[Items from a data source]
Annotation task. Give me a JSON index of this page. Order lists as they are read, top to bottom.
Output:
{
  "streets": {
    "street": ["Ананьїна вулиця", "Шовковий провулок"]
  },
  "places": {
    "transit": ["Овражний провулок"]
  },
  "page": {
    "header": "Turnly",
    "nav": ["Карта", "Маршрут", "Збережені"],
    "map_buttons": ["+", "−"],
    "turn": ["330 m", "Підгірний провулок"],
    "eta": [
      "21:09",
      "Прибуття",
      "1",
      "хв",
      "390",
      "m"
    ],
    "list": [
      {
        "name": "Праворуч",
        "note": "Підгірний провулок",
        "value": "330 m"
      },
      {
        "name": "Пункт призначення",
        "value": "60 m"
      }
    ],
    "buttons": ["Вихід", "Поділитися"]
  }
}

• _AIM OF THE TASK_
Return every entry exactly as given.

• _PROBLEM SOLUTION_
Annotation task. Give me a JSON index of this page. Order lists as they are read, top to bottom.
Output:
{
  "streets": {
    "street": ["Ананьїна вулиця", "Шовковий провулок"]
  },
  "places": {
    "transit": ["Овражний провулок"]
  },
  "page": {
    "header": "Turnly",
    "nav": ["Карта", "Маршрут", "Збережені"],
    "map_buttons": ["+", "−"],
    "turn": ["330 m", "Підгірний провулок"],
    "eta": [
      "21:09",
      "Прибуття",
      "1",
      "хв",
      "390",
      "m"
    ],
    "list": [
      {
        "name": "Праворуч",
        "note": "Підгірний провулок",
        "value": "330 m"
      },
      {
        "name": "Пункт призначення",
        "value": "60 m"
      }
    ],
    "buttons": ["Вихід", "Поділитися"]
  }
}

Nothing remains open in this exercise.